BEGIN
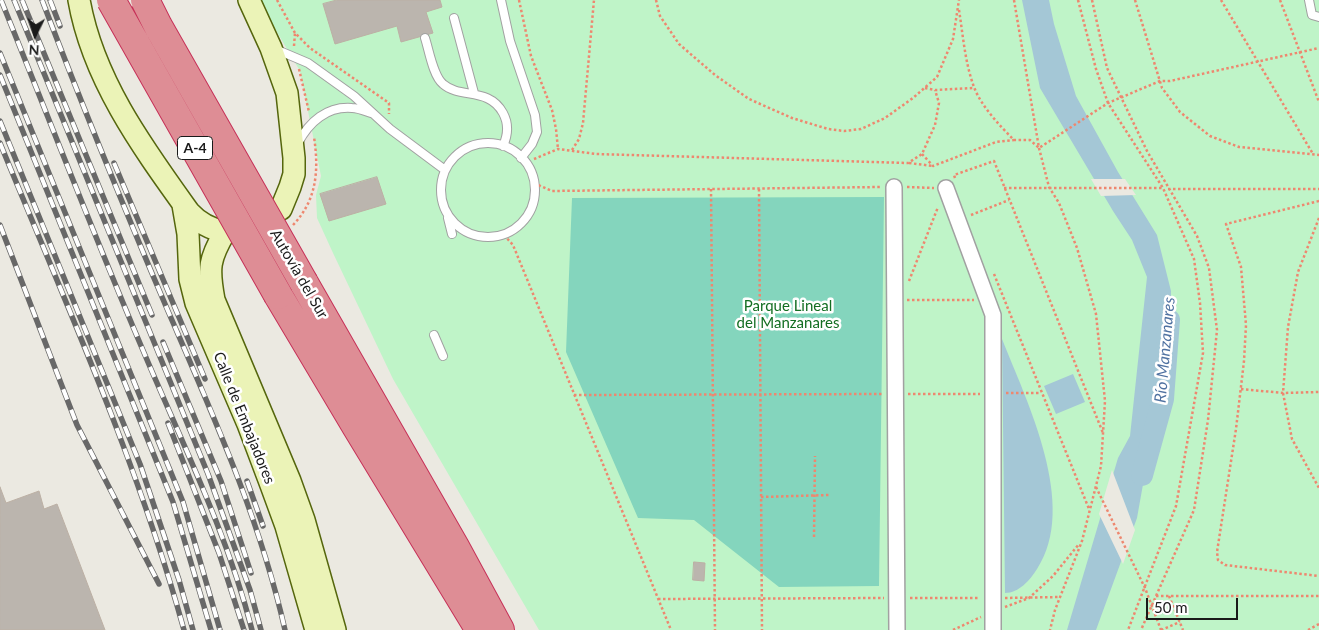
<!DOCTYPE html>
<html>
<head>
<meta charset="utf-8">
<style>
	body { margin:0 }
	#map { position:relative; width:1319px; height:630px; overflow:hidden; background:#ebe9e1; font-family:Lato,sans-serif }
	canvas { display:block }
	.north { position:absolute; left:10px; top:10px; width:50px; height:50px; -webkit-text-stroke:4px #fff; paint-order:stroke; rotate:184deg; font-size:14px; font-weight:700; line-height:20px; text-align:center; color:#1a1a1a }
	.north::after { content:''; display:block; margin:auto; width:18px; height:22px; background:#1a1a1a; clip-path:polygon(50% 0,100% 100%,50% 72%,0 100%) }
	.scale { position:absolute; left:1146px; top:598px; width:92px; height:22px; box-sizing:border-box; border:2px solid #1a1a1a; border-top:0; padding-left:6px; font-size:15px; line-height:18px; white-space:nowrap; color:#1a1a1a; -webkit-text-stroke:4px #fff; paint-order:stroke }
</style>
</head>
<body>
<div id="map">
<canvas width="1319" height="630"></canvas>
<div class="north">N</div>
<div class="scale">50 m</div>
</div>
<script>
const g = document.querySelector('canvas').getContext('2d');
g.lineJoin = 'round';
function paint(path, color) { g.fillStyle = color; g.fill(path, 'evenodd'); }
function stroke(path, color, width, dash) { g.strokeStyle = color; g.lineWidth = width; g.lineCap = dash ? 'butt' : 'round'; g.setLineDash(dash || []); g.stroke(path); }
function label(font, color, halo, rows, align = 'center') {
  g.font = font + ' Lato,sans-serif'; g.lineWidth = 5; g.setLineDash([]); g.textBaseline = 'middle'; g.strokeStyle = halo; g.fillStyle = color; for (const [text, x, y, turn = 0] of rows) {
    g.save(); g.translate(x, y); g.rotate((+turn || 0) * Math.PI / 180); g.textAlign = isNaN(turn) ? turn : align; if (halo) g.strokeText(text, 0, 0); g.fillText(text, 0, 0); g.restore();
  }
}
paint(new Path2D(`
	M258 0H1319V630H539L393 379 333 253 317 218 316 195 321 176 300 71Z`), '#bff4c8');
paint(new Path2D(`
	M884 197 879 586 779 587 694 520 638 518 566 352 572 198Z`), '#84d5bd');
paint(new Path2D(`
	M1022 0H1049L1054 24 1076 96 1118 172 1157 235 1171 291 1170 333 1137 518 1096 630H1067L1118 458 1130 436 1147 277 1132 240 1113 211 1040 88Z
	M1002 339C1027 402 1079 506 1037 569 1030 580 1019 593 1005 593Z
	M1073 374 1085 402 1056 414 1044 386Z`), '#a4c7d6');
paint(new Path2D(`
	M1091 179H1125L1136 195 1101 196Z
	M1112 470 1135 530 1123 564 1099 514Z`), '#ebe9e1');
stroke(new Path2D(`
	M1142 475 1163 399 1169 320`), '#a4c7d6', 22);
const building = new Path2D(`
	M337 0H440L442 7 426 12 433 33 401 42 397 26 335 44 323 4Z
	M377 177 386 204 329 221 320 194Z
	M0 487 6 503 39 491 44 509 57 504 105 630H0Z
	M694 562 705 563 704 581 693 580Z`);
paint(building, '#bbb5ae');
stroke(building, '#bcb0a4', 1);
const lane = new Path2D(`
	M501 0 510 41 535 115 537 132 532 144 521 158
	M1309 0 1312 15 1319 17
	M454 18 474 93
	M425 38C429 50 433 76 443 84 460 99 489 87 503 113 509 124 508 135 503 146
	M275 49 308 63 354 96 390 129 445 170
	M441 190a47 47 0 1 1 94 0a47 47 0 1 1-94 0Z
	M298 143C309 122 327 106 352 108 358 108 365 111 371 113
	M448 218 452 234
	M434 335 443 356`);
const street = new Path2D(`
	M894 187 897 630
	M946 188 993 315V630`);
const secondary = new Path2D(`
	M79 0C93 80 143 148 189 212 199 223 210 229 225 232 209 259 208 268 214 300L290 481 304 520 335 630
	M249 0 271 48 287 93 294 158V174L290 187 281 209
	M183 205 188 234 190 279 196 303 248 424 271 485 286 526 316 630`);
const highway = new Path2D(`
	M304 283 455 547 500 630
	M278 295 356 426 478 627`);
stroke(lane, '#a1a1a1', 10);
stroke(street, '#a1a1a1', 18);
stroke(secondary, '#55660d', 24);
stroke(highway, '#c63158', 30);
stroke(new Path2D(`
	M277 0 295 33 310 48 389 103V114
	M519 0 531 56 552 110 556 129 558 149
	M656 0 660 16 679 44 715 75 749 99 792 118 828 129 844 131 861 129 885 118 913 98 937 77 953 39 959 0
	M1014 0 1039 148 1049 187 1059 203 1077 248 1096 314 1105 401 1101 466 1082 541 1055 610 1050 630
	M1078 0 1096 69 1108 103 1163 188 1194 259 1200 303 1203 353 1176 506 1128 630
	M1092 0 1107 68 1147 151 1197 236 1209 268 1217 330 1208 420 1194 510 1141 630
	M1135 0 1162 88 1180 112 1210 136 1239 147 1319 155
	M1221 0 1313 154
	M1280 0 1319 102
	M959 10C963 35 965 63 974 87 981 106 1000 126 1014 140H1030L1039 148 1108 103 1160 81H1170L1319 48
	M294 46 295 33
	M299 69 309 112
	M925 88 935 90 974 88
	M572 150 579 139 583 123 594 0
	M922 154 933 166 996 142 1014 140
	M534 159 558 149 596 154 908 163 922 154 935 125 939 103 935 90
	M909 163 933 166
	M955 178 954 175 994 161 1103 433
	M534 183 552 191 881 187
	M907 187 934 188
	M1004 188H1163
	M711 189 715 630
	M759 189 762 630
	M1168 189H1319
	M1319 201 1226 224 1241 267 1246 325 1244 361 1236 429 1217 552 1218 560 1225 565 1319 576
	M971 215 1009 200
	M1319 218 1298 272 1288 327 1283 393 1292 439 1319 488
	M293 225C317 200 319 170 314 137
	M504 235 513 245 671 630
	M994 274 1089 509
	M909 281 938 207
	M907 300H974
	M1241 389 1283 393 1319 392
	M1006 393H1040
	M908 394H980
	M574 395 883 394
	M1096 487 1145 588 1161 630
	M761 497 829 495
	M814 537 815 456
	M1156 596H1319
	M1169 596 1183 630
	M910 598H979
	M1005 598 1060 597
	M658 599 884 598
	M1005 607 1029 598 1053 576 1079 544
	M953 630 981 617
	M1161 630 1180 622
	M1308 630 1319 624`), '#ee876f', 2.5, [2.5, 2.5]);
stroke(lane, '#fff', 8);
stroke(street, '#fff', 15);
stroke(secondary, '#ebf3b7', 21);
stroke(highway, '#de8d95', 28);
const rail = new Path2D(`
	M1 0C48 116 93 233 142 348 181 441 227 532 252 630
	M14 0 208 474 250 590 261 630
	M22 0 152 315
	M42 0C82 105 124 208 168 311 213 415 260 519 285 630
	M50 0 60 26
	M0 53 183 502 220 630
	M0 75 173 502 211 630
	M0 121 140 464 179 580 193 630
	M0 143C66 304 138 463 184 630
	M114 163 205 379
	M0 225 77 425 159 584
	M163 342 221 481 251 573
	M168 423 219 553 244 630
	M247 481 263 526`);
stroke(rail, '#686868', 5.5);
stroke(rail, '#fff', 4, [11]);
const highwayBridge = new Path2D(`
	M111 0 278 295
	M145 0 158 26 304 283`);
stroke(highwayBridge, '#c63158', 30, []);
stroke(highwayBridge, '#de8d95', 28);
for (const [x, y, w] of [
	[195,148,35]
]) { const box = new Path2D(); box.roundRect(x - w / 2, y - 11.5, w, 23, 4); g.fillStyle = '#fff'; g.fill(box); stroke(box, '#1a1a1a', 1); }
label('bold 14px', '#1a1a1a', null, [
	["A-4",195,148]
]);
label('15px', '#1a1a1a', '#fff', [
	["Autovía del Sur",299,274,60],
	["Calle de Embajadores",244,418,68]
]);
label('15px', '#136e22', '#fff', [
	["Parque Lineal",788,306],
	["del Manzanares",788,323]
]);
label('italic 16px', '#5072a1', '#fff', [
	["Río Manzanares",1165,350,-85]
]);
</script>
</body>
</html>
END
BEGIN
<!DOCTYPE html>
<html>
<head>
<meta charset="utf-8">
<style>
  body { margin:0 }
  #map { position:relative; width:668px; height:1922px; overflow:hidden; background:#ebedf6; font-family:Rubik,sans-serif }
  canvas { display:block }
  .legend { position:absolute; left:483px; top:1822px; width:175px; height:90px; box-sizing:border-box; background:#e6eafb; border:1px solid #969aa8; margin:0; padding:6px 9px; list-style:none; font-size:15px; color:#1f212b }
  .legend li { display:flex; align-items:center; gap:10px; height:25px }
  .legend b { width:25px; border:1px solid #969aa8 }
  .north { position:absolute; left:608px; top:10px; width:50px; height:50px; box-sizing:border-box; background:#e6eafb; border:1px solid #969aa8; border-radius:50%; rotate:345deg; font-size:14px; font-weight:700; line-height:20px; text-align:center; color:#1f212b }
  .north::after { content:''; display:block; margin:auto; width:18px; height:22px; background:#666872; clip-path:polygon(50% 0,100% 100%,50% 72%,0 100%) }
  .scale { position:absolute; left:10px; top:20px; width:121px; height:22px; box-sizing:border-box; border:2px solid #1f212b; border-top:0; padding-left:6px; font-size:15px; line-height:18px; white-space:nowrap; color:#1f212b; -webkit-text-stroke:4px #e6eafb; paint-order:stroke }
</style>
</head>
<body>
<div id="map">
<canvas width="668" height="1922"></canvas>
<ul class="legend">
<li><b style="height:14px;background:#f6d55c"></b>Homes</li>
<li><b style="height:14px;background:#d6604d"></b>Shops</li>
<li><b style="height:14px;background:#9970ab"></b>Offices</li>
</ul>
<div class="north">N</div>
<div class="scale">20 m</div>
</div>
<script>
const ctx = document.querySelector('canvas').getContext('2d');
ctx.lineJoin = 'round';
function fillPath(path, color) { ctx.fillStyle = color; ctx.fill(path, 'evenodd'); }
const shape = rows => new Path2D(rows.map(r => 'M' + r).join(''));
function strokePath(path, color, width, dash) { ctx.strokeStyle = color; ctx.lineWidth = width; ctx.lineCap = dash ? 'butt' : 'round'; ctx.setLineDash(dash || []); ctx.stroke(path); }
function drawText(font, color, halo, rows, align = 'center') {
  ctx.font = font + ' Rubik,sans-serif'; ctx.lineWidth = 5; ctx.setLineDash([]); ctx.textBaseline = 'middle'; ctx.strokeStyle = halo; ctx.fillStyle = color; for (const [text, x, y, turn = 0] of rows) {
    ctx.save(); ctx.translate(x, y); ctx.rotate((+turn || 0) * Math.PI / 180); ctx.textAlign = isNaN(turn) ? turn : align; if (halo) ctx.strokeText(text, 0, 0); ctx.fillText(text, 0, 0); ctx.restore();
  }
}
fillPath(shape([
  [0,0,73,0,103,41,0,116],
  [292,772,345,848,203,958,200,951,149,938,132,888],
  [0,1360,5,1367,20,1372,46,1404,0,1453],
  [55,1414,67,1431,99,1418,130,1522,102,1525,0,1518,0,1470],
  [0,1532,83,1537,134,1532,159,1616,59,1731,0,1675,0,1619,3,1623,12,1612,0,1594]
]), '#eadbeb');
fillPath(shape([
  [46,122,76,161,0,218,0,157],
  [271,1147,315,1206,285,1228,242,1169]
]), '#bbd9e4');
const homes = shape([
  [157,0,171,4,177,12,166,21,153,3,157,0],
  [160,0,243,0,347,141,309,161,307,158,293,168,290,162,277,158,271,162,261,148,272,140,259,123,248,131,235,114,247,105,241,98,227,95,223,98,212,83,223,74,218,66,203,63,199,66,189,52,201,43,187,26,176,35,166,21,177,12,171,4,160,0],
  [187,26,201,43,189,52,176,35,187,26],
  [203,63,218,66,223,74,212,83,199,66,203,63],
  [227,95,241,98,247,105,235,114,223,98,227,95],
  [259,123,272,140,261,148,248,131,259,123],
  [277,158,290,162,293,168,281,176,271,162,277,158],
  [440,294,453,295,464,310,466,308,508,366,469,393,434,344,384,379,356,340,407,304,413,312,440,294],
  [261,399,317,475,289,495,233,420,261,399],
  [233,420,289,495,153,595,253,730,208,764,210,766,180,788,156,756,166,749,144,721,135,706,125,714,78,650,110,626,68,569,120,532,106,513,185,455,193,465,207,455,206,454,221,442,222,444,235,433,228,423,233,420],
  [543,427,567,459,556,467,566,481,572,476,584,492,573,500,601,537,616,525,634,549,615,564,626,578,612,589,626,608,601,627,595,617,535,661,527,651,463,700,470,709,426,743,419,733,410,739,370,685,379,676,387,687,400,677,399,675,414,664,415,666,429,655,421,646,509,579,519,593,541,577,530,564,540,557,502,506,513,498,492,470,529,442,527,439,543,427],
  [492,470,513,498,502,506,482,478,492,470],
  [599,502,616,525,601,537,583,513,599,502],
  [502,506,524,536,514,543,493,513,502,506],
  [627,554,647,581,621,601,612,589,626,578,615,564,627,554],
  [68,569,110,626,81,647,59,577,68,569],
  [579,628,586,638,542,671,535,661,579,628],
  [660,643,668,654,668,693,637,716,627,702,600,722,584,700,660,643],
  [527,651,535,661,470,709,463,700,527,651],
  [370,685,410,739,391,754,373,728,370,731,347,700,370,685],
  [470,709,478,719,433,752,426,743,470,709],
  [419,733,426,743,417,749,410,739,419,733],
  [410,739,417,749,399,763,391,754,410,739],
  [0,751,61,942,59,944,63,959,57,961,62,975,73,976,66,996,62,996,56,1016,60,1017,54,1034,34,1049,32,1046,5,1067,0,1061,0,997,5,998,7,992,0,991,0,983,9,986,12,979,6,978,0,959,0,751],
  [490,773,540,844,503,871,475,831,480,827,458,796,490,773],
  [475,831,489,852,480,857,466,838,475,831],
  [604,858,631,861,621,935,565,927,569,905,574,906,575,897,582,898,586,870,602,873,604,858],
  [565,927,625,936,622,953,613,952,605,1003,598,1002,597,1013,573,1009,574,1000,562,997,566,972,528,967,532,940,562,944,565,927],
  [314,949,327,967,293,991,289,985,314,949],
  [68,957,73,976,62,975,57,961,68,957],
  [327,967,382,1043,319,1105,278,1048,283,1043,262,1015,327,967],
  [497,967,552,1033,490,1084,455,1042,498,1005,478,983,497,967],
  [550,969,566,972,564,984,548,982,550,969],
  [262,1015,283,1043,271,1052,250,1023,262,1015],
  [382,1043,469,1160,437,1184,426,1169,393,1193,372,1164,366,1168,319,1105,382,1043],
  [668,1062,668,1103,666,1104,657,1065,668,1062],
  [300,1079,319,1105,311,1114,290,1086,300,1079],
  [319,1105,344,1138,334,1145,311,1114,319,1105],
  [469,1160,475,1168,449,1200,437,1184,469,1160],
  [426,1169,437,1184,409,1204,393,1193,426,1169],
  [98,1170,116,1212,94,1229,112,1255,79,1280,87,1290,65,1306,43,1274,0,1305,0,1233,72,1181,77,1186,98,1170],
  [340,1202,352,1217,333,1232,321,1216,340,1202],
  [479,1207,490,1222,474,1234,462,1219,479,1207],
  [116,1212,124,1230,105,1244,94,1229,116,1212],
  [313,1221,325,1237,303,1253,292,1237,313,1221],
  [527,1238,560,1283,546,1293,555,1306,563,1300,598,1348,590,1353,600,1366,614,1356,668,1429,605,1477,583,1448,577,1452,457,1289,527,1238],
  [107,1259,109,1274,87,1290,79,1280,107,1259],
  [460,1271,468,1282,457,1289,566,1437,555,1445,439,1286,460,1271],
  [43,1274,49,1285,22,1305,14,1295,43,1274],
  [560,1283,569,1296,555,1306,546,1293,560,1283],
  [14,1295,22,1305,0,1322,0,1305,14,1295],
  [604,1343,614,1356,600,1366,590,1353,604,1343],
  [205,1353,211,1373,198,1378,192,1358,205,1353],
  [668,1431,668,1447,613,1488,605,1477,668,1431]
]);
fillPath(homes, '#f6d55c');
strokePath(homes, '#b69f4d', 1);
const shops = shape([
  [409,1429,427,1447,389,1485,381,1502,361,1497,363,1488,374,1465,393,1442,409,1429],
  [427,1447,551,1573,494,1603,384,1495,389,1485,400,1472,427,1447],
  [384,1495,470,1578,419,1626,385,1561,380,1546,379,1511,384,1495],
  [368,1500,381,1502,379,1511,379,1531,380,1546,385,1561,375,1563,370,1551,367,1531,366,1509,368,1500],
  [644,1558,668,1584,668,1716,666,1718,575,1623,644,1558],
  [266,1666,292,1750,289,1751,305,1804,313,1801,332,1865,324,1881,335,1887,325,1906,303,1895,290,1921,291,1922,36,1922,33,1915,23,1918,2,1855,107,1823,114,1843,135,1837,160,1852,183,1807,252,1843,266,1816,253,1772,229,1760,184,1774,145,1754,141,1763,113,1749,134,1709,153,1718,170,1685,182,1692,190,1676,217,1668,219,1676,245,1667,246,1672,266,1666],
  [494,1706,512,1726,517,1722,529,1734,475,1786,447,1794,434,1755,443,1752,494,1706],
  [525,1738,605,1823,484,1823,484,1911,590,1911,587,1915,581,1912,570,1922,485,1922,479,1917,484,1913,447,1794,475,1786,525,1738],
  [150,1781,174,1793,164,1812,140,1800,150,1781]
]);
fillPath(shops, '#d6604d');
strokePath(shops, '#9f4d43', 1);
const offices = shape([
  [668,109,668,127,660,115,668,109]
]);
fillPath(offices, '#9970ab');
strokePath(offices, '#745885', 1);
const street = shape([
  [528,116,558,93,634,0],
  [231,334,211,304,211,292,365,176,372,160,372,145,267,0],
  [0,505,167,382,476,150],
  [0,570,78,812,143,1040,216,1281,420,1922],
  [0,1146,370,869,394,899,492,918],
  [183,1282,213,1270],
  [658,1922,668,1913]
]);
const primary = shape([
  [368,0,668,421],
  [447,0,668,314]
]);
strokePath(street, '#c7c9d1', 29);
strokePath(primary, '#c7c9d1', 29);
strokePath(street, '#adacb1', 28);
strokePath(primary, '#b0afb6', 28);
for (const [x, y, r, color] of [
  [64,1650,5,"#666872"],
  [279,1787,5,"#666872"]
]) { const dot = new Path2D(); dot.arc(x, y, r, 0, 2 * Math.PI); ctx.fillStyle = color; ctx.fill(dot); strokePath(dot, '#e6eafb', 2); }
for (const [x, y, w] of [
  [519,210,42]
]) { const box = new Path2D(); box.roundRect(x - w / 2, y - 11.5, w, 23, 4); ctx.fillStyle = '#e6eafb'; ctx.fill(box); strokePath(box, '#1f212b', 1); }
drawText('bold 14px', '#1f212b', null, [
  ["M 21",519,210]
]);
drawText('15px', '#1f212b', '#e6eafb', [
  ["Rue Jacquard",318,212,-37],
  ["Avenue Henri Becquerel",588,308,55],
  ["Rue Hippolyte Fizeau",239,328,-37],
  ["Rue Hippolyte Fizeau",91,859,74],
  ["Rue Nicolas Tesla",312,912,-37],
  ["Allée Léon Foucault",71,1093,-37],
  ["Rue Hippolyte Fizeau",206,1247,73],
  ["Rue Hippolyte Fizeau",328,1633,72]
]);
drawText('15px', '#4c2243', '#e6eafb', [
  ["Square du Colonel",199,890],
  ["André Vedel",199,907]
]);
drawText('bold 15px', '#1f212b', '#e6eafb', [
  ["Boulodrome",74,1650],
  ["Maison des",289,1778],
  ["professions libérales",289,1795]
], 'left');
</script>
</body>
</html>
END
What the task asks =>
Could you please find every line of the listing above holding the string "middle" and copy it?

Exercise output =>
  g.font = font + ' Lato,sans-serif'; g.lineWidth = 5; g.setLineDash([]); g.textBaseline = 'middle'; g.strokeStyle = halo; g.fillStyle = color; for (const [text, x, y, turn = 0] of rows) {
  ctx.font = font + ' Rubik,sans-serif'; ctx.lineWidth = 5; ctx.setLineDash([]); ctx.textBaseline = 'middle'; ctx.strokeStyle = halo; ctx.fillStyle = color; for (const [text, x, y, turn = 0] of rows) {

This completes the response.